Checking for normal distribution:

At first I will see if my data is normally distributed. I will do this by following method: the 68-95-99.7 rule. In a normal distribution 68% of the data lie within 1 standard deviation of the mean, 95% lie within 2 standard deviation, and 99.7% lie within 3 standard deviation.

The data is normally distributed and so I shall now perform a T test.

Null hypothesis: There is no significant difference between the two means.

Alternate Hypothesis: There exists a significant difference between the soil percolation rate of soil sample A and soil sample B.

Step 1: The difference between the means of the two sets of data.

Mean of Soil Sample B – Mean of Soil Sample A= 0.019111

Step 2: Square the Standard deviation of Soil Sample A set of data and divide by the number of pieces of data.

(0.011325)^2 =0.0001282

0.0001282/15=0.0000085

Step 3: Square the Standard deviation of Soil Sample B set of data and divide by the number of pieces of data.

(0.010956)^2 =0.0001201

0.0001201/15=0.000008

Step 4: Add the results from step 2 and step 3.

0.0000085+0.000008 =0.0000165

Step 5: Find the square root of the result from step 4.

= 0.004062

Step 6: (Difference in means)/ (Result from step 5)

0.019111/0.004062= 4.704825

T Value= 4.70

Degrees of freedom= 30-2= 28

Critical value for 28 degrees of freedom when P is 0.05 (calculated from table based on Zar) = 2.05

Since the T value is greater than the Critical value we can be 95% confident that the difference between the mean percolation rate between soil sample A and soil sample B is statistically significant. In this case the null hypothesis is rejected In favour of alternate hypothesis.

Graph comparing the mean soil percolation rate of the two soil samples.

X Axis: 1=Percolation rate of soil sample A         2=Percolation rate of soil sample B

Y Axis: Percolation rate

Error bars are of standard error.

Discussion

I believe that there is a difference between the percolation rates between the two soil samples as the Mean Percolation rate of Soil sample A is: 0.03ml/sec and Soil sample B is: 0.05ml/sec and there is a difference of 0.02 ml/sec . The T test showed that the difference between the two means is significant. The T value (4.70) was greater than the critical value (2.05).

The graph also showed the two means are different. Clearly the percolation rate of soil sample B was larger than the percolation rate of soil sample A.

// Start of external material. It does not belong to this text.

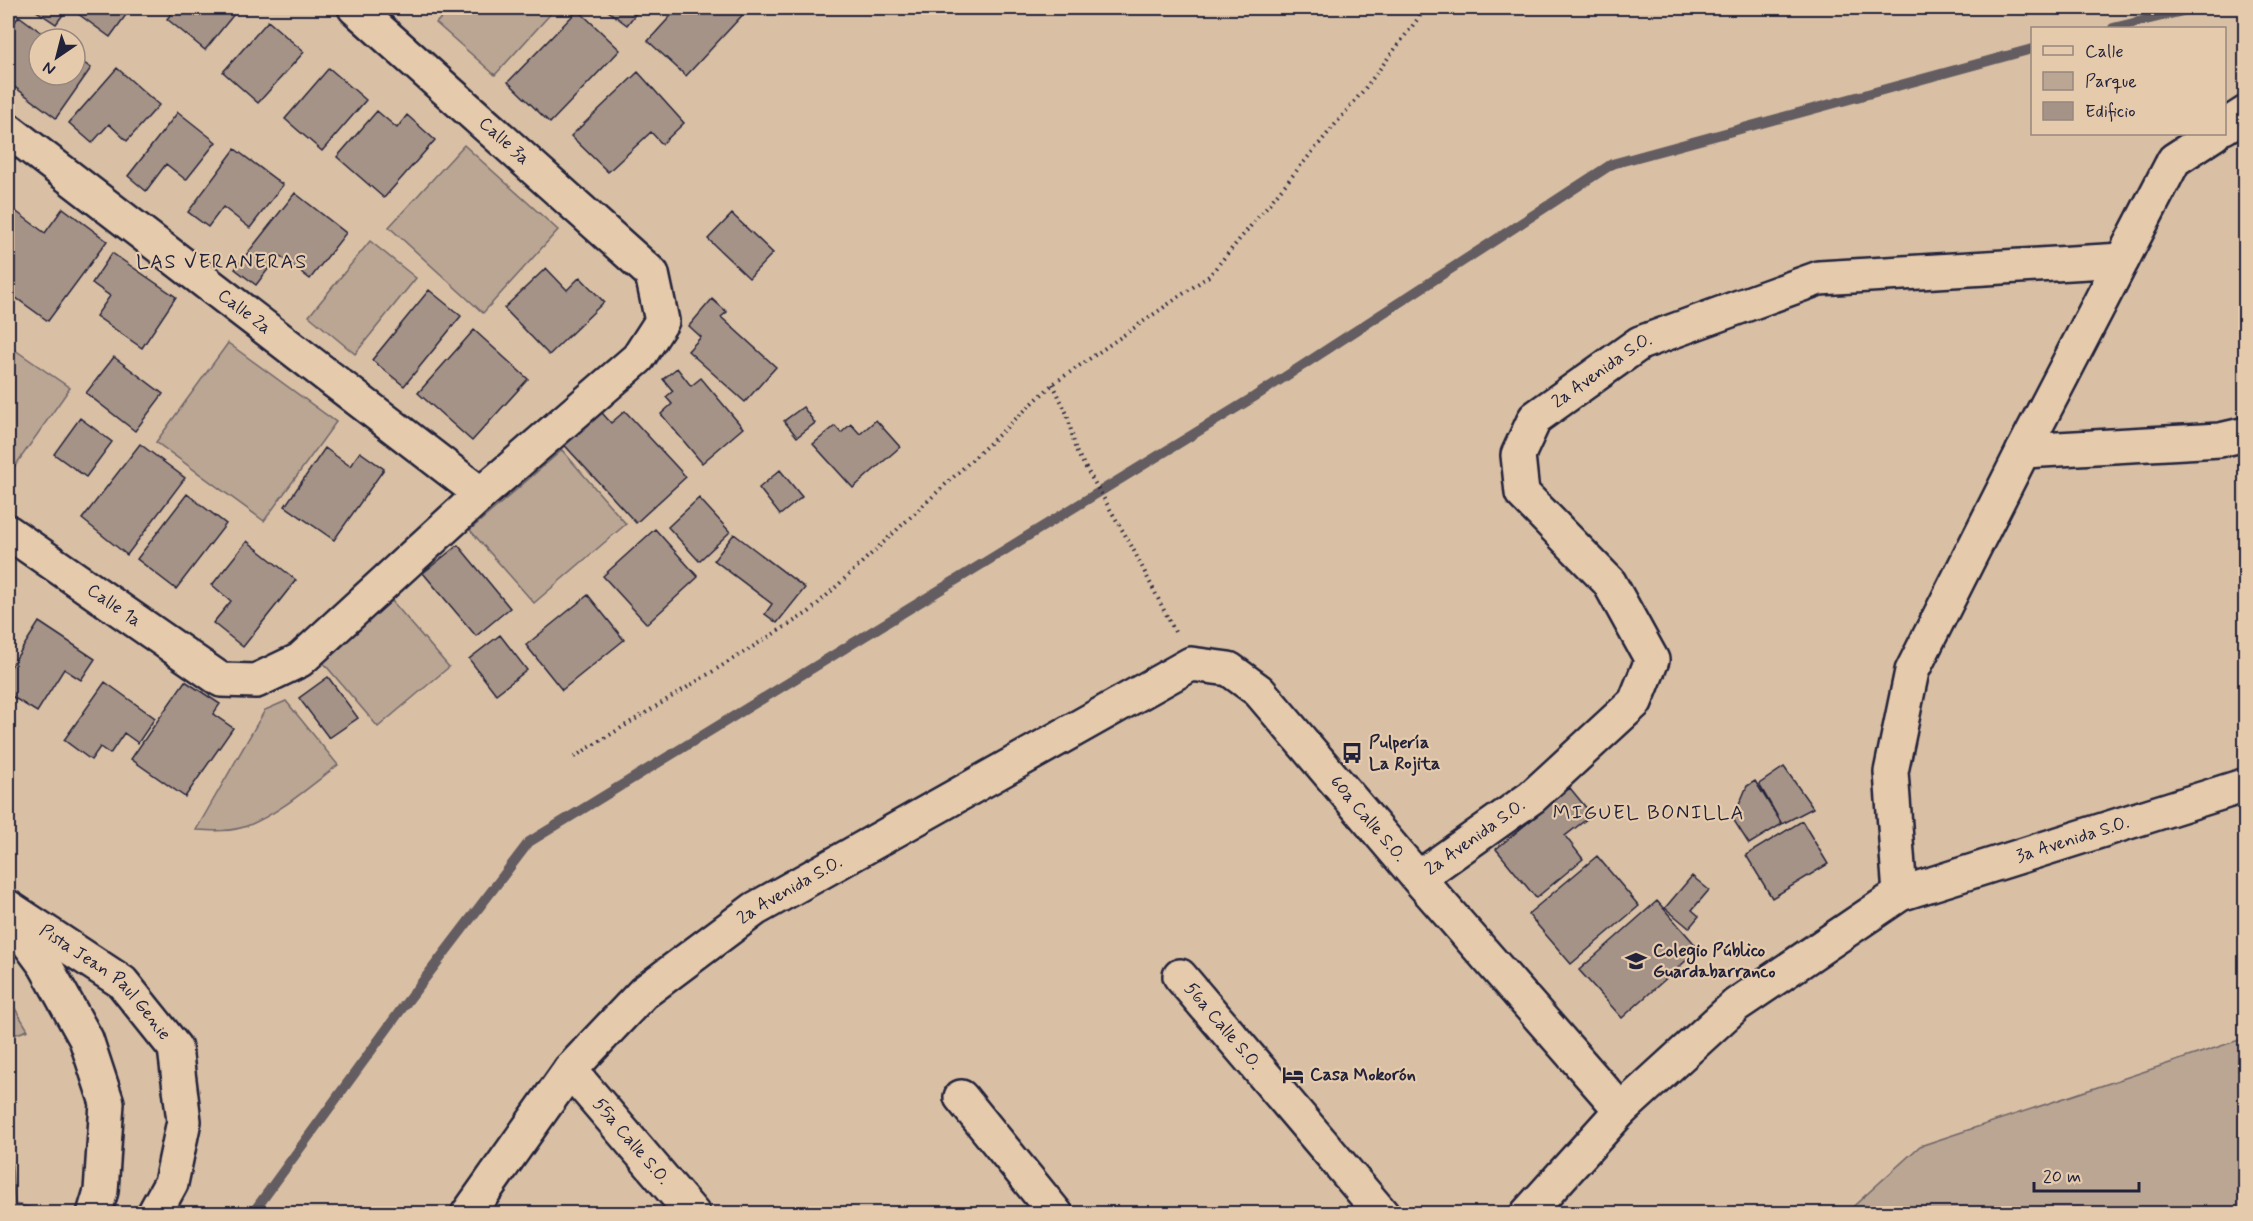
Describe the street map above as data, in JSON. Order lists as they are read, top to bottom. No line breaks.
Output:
{"streets":{"street":["Calle 3a","Calle 2a","2a Avenida S.O.","Calle 1a","60a Calle S.O.","3a Avenida S.O.","Pista Jean Paul Genie","56a Calle S.O.","55a Calle S.O."]},"crossings":[["Calle 3a","Calle 2a"],["Calle 3a","Calle 1a"],["Calle 2a","Calle 1a"],["2a Avenida S.O.","60a Calle S.O."],["2a Avenida S.O.","55a Calle S.O."],["60a Calle S.O.","3a Avenida S.O."]],"districts":["LAS VERANERAS","MIGUEL BONILLA"],"places":{"bus stop":["Pulpería La Rojita"],"school or university":["Colegio Público Guardabarranco"],"hotel":["Casa Mokorón"]},"legend":["Calle","Parque","Edificio"],"scale_bar":"20 m","north":"bottom left"}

The standard deviations of both the samples were almost the same (0.011325) for soil sample A and soil sample B (0.010956). Upon approximation to two places of decimal they are both the same (0.01)

Evaluation

The readings taken seem to be quite accurate as I got a normal distribution. Also my Standard deviation was low in both sets of data thereby suggesting that the error in taking repeated reading was low. The soil was left to dry and the percolation arte was calculated using the dried soil samples. The soil samples were left to dry in the open and we depended on evaporation as the method for drying the soil. Both soil samples were kept under same conditions of weather and humidity, in other words room temperature and environment were kept constant. Though the visually the soil samples looked dry there could have been a possibility that some moisture was still there. We could have slightly heated the soil samples before suing them for the experiment to make sure there was no moisture in them.

For every reading soil sample was taken and put into the funnel, We did not grind the clustered lumps soil before putting it into the funnel. Though this would simulate the natural condition of soil, there was a strong possibility that different samples would have different degrees of clustered soil lumps. This would create inaccuracies. One possible solution would be to grind the soil into a fine consistent form.

We could have identified the nature of the two soil samples that is clayey soil and sandy soil etc. then we could have referred to standard theoretical literature and got a clearer picture of percolation.

Conclusion

The mean percolation rate of Soil Sample B is higher than that of Soil Sample A.

The T test shows that the difference between the two means is statistically significant and this was NOT a chance occurrence. The null hypothesis was not accepted and the alternate hypothesis was accepted.

The graph No.1 justifies our conclusion. It tells us they the mean of Soil sample B is greater than the mean of Soil Sample A. The errors were kept to a minimum and we can safely conclude that there is a difference between the percolation rates of the two soil samples.